Jordi Lafebre, Je suis un ange perdu
Mais quel ange…
Un an et cinq mois plus tard, Eva Rojas constate que les voix sont toujours là. Elle est perchée sur la flèche d’une grue de chantier, râle contre les commentaires des trois femmes et avoue que cette fois elle est vraiment dans la merde. En bas, arrive l’inspectrice adjointe Merkel. Garcia, déjà sur place, avoue savoir peu de choses. Deux jambes émergent d’une dalle en béton. Sur les mollets dénudés, de nombreux tatouages néonazis. Lorsque Merkel lui demande s’il y a des témoins, il répond qu’il a, à ce sujet, une bonne et une mauvaise nouvelle. La bonne, c’est un témoin oculaire, la mauvaise, c’est qu’il s’agit d’Eva.
Celle-ci veut bien faire une déposition mais seulement en présence de son psychiatre, le Dr Llull. Elle ne veut pas répéter deux fois le détail de sa semaine. De plus, la vue d’un cadavre la déstabilise. C’est donc chez son psy qu’elle commence à raconter, par le menu, avec moult digressions, les événements qui ont ponctué sa semaine. Cela a débuté lorsqu’un jeune de ses patients ne s’est pas présenté à son rendez-vous. Commence alors une traque aux multiples rebondissements de plus en plus risqués…
L’histoire se déroule comme la précédente enquête – Je suis leur silence – (Dargaud 2023) à Barcelone. On retrouve avec un grand plaisir Eva Rojas, cette jeune et brillante psychiatre.
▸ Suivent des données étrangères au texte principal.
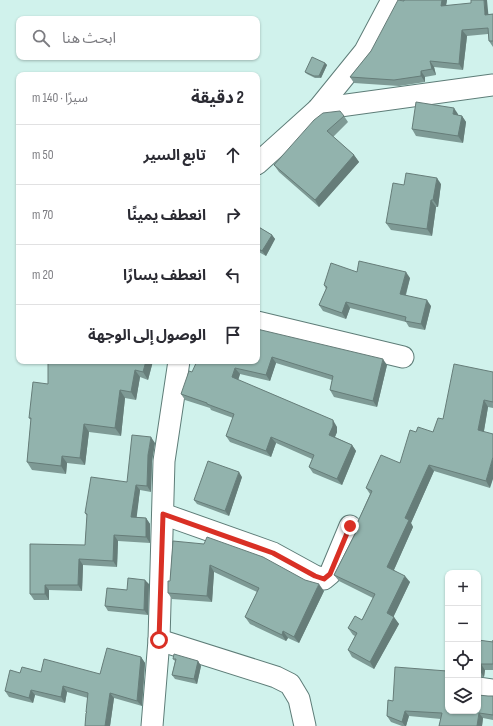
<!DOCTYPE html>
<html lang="ar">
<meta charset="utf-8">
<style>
:root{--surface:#fff;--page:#f2f2f3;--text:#2b2b33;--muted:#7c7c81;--line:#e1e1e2}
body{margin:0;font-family:"Sofia Sans Condensed","Noto Sans Arabic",sans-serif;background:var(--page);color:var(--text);direction:rtl}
.controls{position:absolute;right:12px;bottom:12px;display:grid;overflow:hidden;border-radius:8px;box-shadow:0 1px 3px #0004}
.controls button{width:36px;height:36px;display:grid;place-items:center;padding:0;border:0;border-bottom:1px solid var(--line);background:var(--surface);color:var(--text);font:20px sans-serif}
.stop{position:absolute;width:12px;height:12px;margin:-9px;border:3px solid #d93025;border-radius:50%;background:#fff}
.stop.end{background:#d93025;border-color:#fff;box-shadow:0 1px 4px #0008}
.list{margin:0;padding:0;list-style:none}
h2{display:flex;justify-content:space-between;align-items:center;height:52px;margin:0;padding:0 16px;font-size:17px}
h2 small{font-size:13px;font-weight:400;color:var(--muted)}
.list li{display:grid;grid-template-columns:26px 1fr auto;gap:12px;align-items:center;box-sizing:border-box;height:60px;padding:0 16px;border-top:1px solid var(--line)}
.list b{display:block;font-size:15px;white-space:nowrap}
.list em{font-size:13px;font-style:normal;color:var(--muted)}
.icon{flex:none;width:22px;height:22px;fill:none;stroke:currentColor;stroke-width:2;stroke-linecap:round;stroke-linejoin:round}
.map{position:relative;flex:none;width:493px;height:726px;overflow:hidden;direction:ltr}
.search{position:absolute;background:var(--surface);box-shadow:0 1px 3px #0004;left:16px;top:16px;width:244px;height:44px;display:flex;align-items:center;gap:10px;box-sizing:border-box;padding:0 14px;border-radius:8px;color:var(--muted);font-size:15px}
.panel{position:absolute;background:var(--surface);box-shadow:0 1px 3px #0004;left:16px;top:72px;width:244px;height:292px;border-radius:8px;direction:rtl}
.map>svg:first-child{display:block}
</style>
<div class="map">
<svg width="493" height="726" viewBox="0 0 493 726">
<rect width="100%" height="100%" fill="#d0f2ec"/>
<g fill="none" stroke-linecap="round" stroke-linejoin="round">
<g stroke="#5e7d78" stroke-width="23">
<g id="minor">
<path d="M318 109 493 85"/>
<path d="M257 164 318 109 365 51 392 0"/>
<path d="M257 322 403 357"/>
<path d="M163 514 273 553 315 576 324 579 330 574 350 526"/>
<path d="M159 640 276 677 290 684 299 699 305 726"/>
<path d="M478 688 493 690"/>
<path d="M152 726 159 640 164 461 179 361"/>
</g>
</g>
<use href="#minor" stroke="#fff" stroke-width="21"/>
</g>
<g fill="#7e9a95">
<path d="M404 0H447L446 5 489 14H493V47L489 41 488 34 467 36 463 70 434 67 436 75 425 77V82L399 86 354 83 350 77 371 51Z"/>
<path d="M325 63 327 65 321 78H315L307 74 305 72Z"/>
<path d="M458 114V115L462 116 466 122 463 143 416 136 412 129Z"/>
<path d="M344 116 348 122 333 137 354 155 359 162 319 207 279 172 274 165Z"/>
<path d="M441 184 438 207H436L432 236 391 230 386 223 404 185Z"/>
<path d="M257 226 272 235 275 239 266 256 257 251Z"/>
<path d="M357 272 410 278 406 295 431 306 425 330 409 327 406 322 350 308 346 319 323 311 319 305 326 289 324 285Z"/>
<path d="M257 329 387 365 377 407 334 397 330 390 332 380 276 363 270 381 240 374 238 380 337 427V432L335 437 352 445 356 451 342 485 313 473 309 467 312 459 276 443 271 457 230 442 226 436 233 418 211 410 210 408 185 400 181 394 192 372Z"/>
<path d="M48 361H153L148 380 140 377 136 400 125 398 121 436 89 432 85 465 67 463 66 474 32 470 27 462 31 420 29 418 48 384Z"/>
<path d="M493 372V408L488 407 484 431 490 488 434 471 411 523 413 527 394 570 410 582 393 617 399 624 374 669 352 657 348 650 355 636 353 635 348 628 362 620 373 598 339 581 334 575 355 533 354 530 370 494 366 488 400 463 416 432H433L443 419Z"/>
<path d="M155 443 152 461 151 492 140 490 136 517 146 518 150 524V543L118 541 117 567 83 565 82 591 49 590V600H34L30 594 85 545 87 516 85 513 127 482Z"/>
<path d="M242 477 229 516 197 504 194 500Z"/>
<path d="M173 541 324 591 299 643 288 638 286 641 250 624 245 617 257 592 214 572 212 602 172 599 168 593 170 581Z"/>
<path d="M149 584 148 615 108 611 105 606Z"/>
<path d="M478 640 493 642V640V670H485L484 677H478Z"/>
<path d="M141 657 145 663 142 706 114 698 110 726H85L88 698 67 692 65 703 35 695 33 703 9 697 5 691 20 673 41 672 100 674Z"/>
<path d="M173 659 198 661 201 666 197 684 175 679 172 675 175 661Z"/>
<path d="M488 696H493V720L483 718 482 726H439L441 719 409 716 406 726H402L391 722 387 716 388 700 448 711Z"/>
</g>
<g fill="#667d79">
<path d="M442 0H447L445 12 441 6Z"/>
<path d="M484 0H487L489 21 485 15Z"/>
<path d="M462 30 467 36 463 70 459 64Z"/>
<path d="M430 61 434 67 436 75 432 69Z"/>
<path d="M325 63 327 65 321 78 319 76Z"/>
<path d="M421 71 425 77V82L421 76Z"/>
<path d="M454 108 458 114V121L453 114Z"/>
<path d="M462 116 466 122 463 143 458 136Z"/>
<path d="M354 155 359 162 319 207 315 200Z"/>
<path d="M437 178 441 184 438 207 433 200Z"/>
<path d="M431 200 436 207 432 236 427 229Z"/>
<path d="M272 235 275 239 266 256 262 251Z"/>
<path d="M406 272 410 278 404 300 400 294Z"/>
<path d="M427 300 431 306 425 330 421 324Z"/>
<path d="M346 302 350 308 346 319 342 313Z"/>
<path d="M272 357 276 363 270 381 266 375Z"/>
<path d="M383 359 387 365 377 407 373 401Z"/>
<path d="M146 361H153L148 380 143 372Z"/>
<path d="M235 368 240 374 237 384 232 377Z"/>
<path d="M135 370 140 377 136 400 131 392Z"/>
<path d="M120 390 125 398 121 436 115 428Z"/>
<path d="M484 400 488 407 483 436 478 430Z"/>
<path d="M333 420 337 427V432L333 441 329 435Z"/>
<path d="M84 424 89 432 85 465 80 458Z"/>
<path d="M151 437 155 443 152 461 151 492 147 486 148 455Z"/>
<path d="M271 437 276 443 271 457 266 451Z"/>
<path d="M352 445 356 451 342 485 337 479Z"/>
<path d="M62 456 67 463 66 474 61 466Z"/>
<path d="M493 457V479L490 488 486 481Z"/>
<path d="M429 465 434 471 411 523 413 527 392 574 387 567 405 518Z"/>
<path d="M239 472 242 477 229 516 225 511Z"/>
<path d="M136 485 140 490 136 523 131 517Z"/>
<path d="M146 518 150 524V543L146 537Z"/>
<path d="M114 535 118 541 117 567 113 561Z"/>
<path d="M79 559 83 565 82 591 78 585Z"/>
<path d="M210 565 214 572 212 602 207 596Z"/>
<path d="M405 576 410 582 392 620 387 613Z"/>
<path d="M145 580 149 584 148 615 144 610Z"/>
<path d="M319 584 324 591 299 643 294 637Z"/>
<path d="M45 585 49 590V600L45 594Z"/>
<path d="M394 617 399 624 374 669 370 662Z"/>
<path d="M283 631 288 638 286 641 282 635Z"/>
<path d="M141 657 145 663 142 706 137 701Z"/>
<path d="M198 661 201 666 197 684 194 679Z"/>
<path d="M481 664 485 670 484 677 480 671Z"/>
<path d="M63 686 67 692 65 703 61 697Z"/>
<path d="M31 690 35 695 33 703 29 698Z"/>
<path d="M110 693 114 698 110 726H105Z"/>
<path d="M405 711 409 716 406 726H405L402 722Z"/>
<path d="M479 713 483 718 482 726H477Z"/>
</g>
<g fill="#92b3ad" stroke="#667d79">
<path d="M398 0 404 1V0H442L441 6 471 3V0H484L485 15 493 14V41H489L488 28 462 30 459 64 430 61 432 69 421 71V76L394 80 350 77 371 51Z"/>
<path d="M312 57 325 63 319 76H314L305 72Z"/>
<path d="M416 102 454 108 453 114 462 116 458 136 412 129Z"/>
<path d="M340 111 344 116 327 131 354 155 315 200 274 165 314 120 323 113Z"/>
<path d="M406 173 437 178 433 200H431L427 229 386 223 393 183 404 185Z"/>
<path d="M257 226 272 235 262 251 257 248Z"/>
<path d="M359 261 406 272 400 294 427 300 421 324 405 321 406 317 346 302 342 313 319 305 327 287 324 285 331 263 357 272Z"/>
<path d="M257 329 383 359 373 401 330 390 333 376 272 357 266 375 235 368 232 377 333 420V426L329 435 352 445 337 479 309 467 314 455 271 437 266 451 226 436 234 414 207 404V403L181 394 189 371 192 372 197 361H257Z"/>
<path d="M48 361H146L143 372 135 370 131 392 120 390 115 428 84 424 80 458 62 456 61 466 27 462 31 418H29L33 382 48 384Z"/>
<path d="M454 364 493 372V402L484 400 478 430 493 434V457L486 481 429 465 405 518 409 520 387 567 405 576 387 613 394 617 370 662 348 650 357 633 348 628 355 616 362 620 375 594 334 575 356 532 354 530 372 491 366 488 381 455 400 463 410 430 416 432 418 427 433 432 438 418 443 419Z"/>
<path d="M132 435 151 437 148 455 147 486 136 485 131 517 146 518V537L114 535 113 561 79 559 78 585H45V594H30V544L85 545 87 514 85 513 91 477 127 482Z"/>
<path d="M208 461 239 472 225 511 194 500Z"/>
<path d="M207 537 263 557 305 580 319 584 294 637 283 631 282 635 245 617 259 588 210 565 207 596 168 593V581H170L173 541 204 544Z"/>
<path d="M128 578 145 580 144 610 105 606 107 588 127 590Z"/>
<path d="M478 640 493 642V640V664H481L480 671H478Z"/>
<path d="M107 648 141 657 137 701 110 693 105 726H85L86 713 87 712H86L88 693 63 686 61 697 31 690 29 698 5 691 10 670 20 673 22 667 41 672 44 659 100 674Z"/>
<path d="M174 654 198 661 194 679 172 675 176 659H173Z"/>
<path d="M448 663V711H478V695L488 696H493V715L479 713 477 726H439L442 713 405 711 402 722 387 716 388 700 393 701 395 667 447 671Z"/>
</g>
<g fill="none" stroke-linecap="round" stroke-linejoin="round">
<path stroke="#d93025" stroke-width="5" d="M159 640 163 514 273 553 315 576 324 579 330 574 350 526"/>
</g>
</svg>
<div class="controls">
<button>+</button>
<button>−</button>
<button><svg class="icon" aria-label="locate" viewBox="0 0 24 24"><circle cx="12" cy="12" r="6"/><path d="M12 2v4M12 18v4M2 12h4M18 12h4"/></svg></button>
<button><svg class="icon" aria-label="layers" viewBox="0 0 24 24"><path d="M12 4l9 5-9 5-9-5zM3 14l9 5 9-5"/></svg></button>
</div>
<div class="stop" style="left:159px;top:640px"></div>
<div class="stop end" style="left:350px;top:526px"></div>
<div class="search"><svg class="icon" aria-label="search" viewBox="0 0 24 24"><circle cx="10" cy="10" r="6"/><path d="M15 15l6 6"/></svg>ابحث هنا</div>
<section class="panel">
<h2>2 دقيقة<small>سيرًا · 140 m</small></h2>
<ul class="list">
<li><svg class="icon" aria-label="ahead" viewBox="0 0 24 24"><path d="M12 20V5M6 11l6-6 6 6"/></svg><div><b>تابع السير</b></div><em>50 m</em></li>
<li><svg class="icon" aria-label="right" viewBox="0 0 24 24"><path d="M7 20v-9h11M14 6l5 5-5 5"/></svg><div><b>انعطف يمينًا</b></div><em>70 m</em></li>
<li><svg class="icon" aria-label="left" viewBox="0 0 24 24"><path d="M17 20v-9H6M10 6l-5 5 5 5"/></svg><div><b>انعطف يسارًا</b></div><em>20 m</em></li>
<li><svg class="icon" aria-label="arrive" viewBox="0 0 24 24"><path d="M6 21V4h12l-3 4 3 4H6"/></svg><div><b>الوصول إلى الوجهة</b></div></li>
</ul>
</section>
</div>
Sa silhouette longiligne, ses cheveux ébouriffés, une cigarette souvent coincée au coin des lèvres, une minijupe bien mini et un manteau de fourrure lui donnent un look qui reste en mémoire.
L’héroïne est un personnage excentrique, aux réactions et décisions imprévisibles. Le scénariste lui fait vivre, en sept jours, de nombreuses vicissitudes, intégrer des sociétés peu perméables et faire face à des agressions avec calme et détermination. C’est ainsi qu’Eva se retrouve devant un ultimatum dans le milieu du football barcelonnais, à élucider une disparition, un meurtre, à faire front à des tueurs néonazis et tenter de sauver sa vie. Mais c’est aussi, pour elle, l’occasion de trouver un oasis de plaisir avec une rencontre peut-être sans lendemain… ou pas !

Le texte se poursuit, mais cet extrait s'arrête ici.